> **WORK ORDER**
State how many lines in the records below include the word "LANE". Give nothing but that number.

(Dataset entries)
++++++++++
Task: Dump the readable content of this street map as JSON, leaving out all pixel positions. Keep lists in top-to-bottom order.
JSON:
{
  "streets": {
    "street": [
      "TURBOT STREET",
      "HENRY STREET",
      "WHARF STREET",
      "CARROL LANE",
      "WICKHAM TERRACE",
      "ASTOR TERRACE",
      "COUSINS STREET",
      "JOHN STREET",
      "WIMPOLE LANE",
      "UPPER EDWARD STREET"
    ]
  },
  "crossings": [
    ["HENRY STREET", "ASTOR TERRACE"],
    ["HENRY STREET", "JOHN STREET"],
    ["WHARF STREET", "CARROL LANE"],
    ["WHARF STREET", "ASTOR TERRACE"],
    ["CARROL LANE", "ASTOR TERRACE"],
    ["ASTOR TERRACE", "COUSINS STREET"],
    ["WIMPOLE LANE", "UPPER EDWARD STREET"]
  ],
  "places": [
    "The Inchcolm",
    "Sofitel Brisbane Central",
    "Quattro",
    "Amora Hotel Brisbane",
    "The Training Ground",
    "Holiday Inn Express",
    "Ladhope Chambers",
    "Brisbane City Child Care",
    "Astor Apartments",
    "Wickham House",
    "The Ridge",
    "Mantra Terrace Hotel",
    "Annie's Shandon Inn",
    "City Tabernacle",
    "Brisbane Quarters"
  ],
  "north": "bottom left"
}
++++++++++
> **SOLUTION**
5